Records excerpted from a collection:

((

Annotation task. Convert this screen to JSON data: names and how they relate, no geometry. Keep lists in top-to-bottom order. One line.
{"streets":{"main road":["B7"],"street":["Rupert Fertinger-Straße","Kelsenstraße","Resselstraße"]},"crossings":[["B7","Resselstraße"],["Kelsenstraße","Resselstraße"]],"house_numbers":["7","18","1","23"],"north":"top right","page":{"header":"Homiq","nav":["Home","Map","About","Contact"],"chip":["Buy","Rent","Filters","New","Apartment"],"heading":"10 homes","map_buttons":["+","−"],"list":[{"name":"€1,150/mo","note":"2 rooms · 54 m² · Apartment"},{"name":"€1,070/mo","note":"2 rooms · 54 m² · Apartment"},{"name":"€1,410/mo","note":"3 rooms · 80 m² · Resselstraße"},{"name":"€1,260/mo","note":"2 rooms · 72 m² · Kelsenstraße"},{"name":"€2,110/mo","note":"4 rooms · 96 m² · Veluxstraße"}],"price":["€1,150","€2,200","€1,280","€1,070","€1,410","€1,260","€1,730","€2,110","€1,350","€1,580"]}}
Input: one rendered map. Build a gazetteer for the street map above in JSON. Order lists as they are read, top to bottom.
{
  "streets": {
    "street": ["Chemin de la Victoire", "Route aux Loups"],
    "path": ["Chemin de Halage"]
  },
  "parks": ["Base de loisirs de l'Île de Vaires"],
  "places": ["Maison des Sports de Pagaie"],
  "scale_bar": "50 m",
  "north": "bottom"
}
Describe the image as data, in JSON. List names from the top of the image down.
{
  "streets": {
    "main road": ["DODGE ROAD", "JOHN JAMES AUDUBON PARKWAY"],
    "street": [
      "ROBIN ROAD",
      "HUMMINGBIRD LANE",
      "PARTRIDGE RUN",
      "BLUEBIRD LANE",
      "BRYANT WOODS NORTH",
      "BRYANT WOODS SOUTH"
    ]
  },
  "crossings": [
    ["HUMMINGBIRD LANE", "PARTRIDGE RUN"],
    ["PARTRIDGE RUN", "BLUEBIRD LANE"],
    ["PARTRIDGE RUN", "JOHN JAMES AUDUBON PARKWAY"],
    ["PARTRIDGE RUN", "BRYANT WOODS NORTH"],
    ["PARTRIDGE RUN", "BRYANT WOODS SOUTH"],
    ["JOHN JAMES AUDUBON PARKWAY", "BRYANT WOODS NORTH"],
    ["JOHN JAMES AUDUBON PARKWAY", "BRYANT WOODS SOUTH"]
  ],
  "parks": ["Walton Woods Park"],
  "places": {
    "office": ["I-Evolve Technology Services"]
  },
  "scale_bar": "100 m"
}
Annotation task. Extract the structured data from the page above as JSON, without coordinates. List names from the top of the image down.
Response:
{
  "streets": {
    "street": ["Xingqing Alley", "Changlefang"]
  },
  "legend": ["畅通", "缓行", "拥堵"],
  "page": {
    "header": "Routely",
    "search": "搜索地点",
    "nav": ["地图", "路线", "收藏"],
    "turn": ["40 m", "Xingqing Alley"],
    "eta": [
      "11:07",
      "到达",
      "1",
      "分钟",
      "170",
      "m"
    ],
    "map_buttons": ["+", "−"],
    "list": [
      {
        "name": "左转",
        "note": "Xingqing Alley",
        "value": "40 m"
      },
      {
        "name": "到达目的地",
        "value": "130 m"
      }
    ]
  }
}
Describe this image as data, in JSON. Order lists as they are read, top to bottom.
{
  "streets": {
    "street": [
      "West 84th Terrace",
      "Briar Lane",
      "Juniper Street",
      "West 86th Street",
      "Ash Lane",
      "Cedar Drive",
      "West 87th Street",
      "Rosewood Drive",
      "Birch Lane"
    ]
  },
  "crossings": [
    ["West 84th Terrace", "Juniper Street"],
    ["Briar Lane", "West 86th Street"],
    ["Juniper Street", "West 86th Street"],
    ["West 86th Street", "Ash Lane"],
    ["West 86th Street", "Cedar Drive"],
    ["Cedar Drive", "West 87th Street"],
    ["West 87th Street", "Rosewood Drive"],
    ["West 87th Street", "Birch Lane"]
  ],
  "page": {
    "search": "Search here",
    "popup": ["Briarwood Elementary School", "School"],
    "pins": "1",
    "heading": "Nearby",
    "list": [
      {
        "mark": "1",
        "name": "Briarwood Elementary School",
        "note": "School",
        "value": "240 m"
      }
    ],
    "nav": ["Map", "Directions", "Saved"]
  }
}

))

### Task instructions:
Type the records out again. Match them exactly.

### Task response:
Annotation task. Convert this screen to JSON data: names and how they relate, no geometry. Keep lists in top-to-bottom order. One line.
{"streets":{"main road":["B7"],"street":["Rupert Fertinger-Straße","Kelsenstraße","Resselstraße"]},"crossings":[["B7","Resselstraße"],["Kelsenstraße","Resselstraße"]],"house_numbers":["7","18","1","23"],"north":"top right","page":{"header":"Homiq","nav":["Home","Map","About","Contact"],"chip":["Buy","Rent","Filters","New","Apartment"],"heading":"10 homes","map_buttons":["+","−"],"list":[{"name":"€1,150/mo","note":"2 rooms · 54 m² · Apartment"},{"name":"€1,070/mo","note":"2 rooms · 54 m² · Apartment"},{"name":"€1,410/mo","note":"3 rooms · 80 m² · Resselstraße"},{"name":"€1,260/mo","note":"2 rooms · 72 m² · Kelsenstraße"},{"name":"€2,110/mo","note":"4 rooms · 96 m² · Veluxstraße"}],"price":["€1,150","€2,200","€1,280","€1,070","€1,410","€1,260","€1,730","€2,110","€1,350","€1,580"]}}
Input: one rendered map. Build a gazetteer for the street map above in JSON. Order lists as they are read, top to bottom.
{
  "streets": {
    "street": ["Chemin de la Victoire", "Route aux Loups"],
    "path": ["Chemin de Halage"]
  },
  "parks": ["Base de loisirs de l'Île de Vaires"],
  "places": ["Maison des Sports de Pagaie"],
  "scale_bar": "50 m",
  "north": "bottom"
}
Describe the image as data, in JSON. List names from the top of the image down.
{
  "streets": {
    "main road": ["DODGE ROAD", "JOHN JAMES AUDUBON PARKWAY"],
    "street": [
      "ROBIN ROAD",
      "HUMMINGBIRD LANE",
      "PARTRIDGE RUN",
      "BLUEBIRD LANE",
      "BRYANT WOODS NORTH",
      "BRYANT WOODS SOUTH"
    ]
  },
  "crossings": [
    ["HUMMINGBIRD LANE", "PARTRIDGE RUN"],
    ["PARTRIDGE RUN", "BLUEBIRD LANE"],
    ["PARTRIDGE RUN", "JOHN JAMES AUDUBON PARKWAY"],
    ["PARTRIDGE RUN", "BRYANT WOODS NORTH"],
    ["PARTRIDGE RUN", "BRYANT WOODS SOUTH"],
    ["JOHN JAMES AUDUBON PARKWAY", "BRYANT WOODS NORTH"],
    ["JOHN JAMES AUDUBON PARKWAY", "BRYANT WOODS SOUTH"]
  ],
  "parks": ["Walton Woods Park"],
  "places": {
    "office": ["I-Evolve Technology Services"]
  },
  "scale_bar": "100 m"
}
Annotation task. Extract the structured data from the page above as JSON, without coordinates. List names from the top of the image down.
Response:
{
  "streets": {
    "street": ["Xingqing Alley", "Changlefang"]
  },
  "legend": ["畅通", "缓行", "拥堵"],
  "page": {
    "header": "Routely",
    "search": "搜索地点",
    "nav": ["地图", "路线", "收藏"],
    "turn": ["40 m", "Xingqing Alley"],
    "eta": [
      "11:07",
      "到达",
      "1",
      "分钟",
      "170",
      "m"
    ],
    "map_buttons": ["+", "−"],
    "list": [
      {
        "name": "左转",
        "note": "Xingqing Alley",
        "value": "40 m"
      },
      {
        "name": "到达目的地",
        "value": "130 m"
      }
    ]
  }
}
Describe this image as data, in JSON. Order lists as they are read, top to bottom.
{
  "streets": {
    "street": [
      "West 84th Terrace",
      "Briar Lane",
      "Juniper Street",
      "West 86th Street",
      "Ash Lane",
      "Cedar Drive",
      "West 87th Street",
      "Rosewood Drive",
      "Birch Lane"
    ]
  },
  "crossings": [
    ["West 84th Terrace", "Juniper Street"],
    ["Briar Lane", "West 86th Street"],
    ["Juniper Street", "West 86th Street"],
    ["West 86th Street", "Ash Lane"],
    ["West 86th Street", "Cedar Drive"],
    ["Cedar Drive", "West 87th Street"],
    ["West 87th Street", "Rosewood Drive"],
    ["West 87th Street", "Birch Lane"]
  ],
  "page": {
    "search": "Search here",
    "popup": ["Briarwood Elementary School", "School"],
    "pins": "1",
    "heading": "Nearby",
    "list": [
      {
        "mark": "1",
        "name": "Briarwood Elementary School",
        "note": "School",
        "value": "240 m"
      }
    ],
    "nav": ["Map", "Directions", "Saved"]
  }
}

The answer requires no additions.